● EXERCISE DIRECTIONS: Apart from the pictures, every line below needs to be reproduced verbatim.

● RECORDED DATA:
[Start of section]
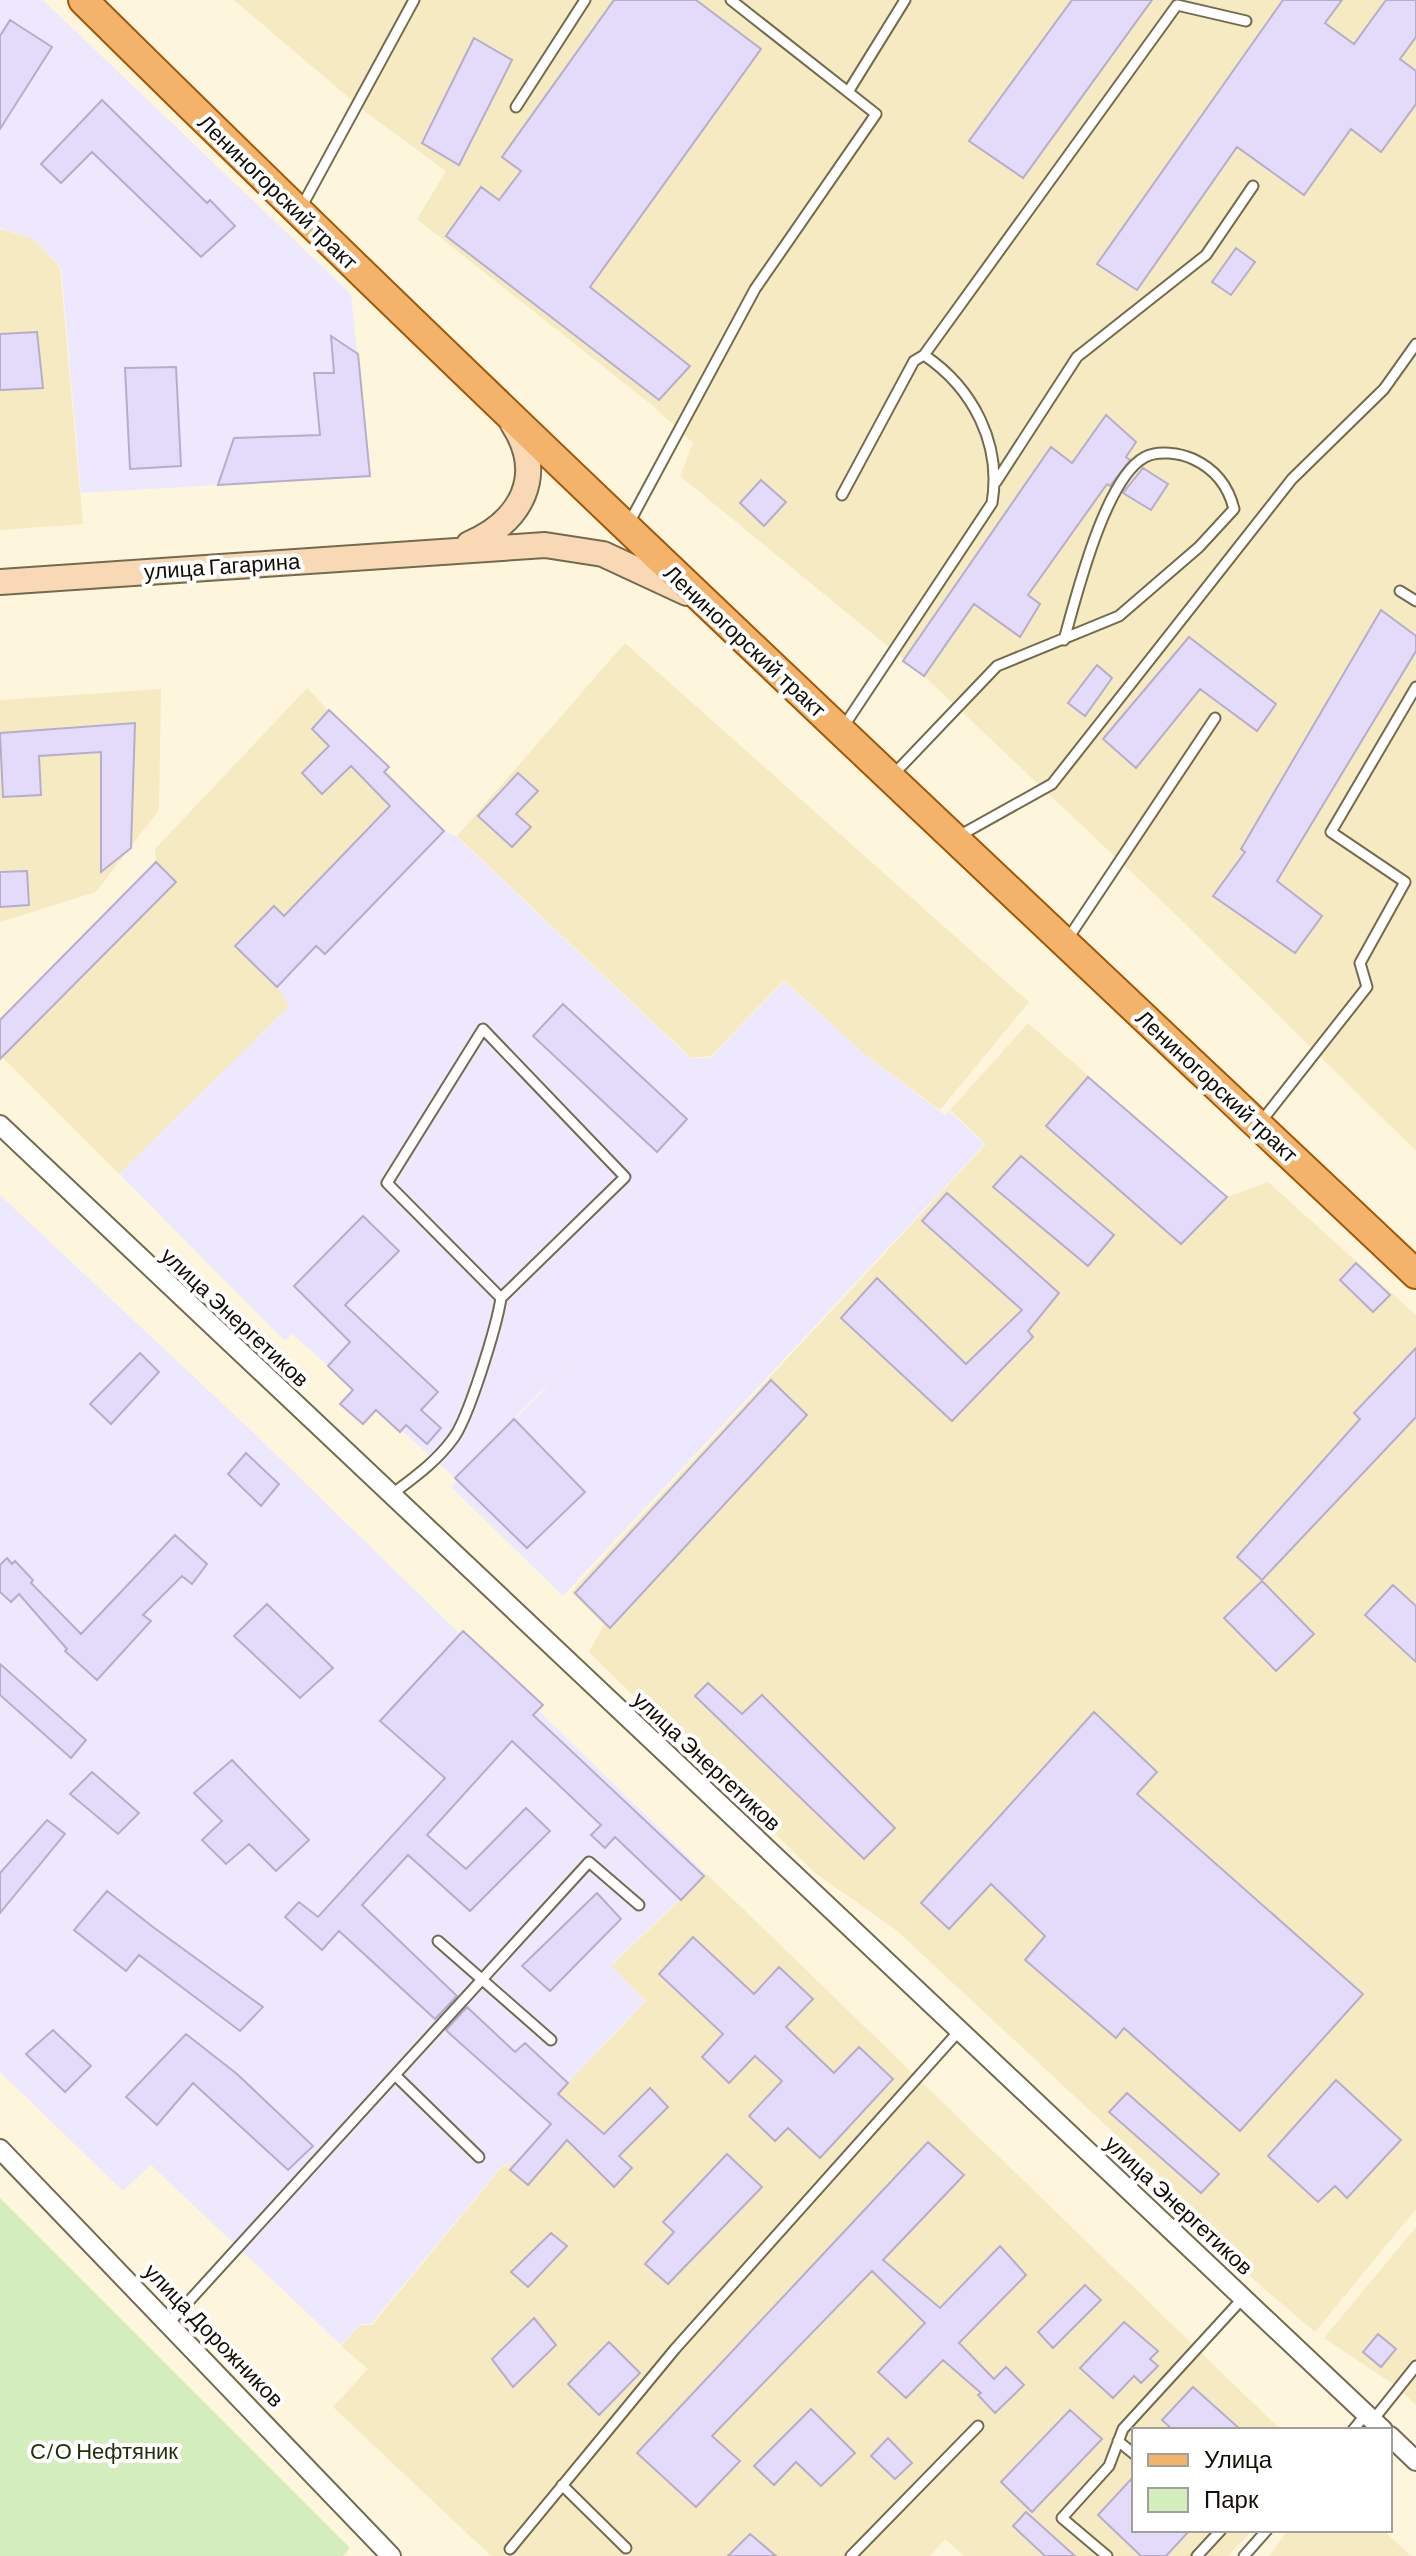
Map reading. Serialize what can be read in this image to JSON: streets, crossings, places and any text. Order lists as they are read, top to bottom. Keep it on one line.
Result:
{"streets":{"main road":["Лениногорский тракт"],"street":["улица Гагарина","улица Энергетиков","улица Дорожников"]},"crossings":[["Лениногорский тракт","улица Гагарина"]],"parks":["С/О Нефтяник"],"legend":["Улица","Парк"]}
[End of section]
● WRITTEN RESPONSE:
Map reading. Serialize what can be read in this image to JSON: streets, crossings, places and any text. Order lists as they are read, top to bottom. Keep it on one line.
Result:
{"streets":{"main road":["Лениногорский тракт"],"street":["улица Гагарина","улица Энергетиков","улица Дорожников"]},"crossings":[["Лениногорский тракт","улица Гагарина"]],"parks":["С/О Нефтяник"],"legend":["Улица","Парк"]}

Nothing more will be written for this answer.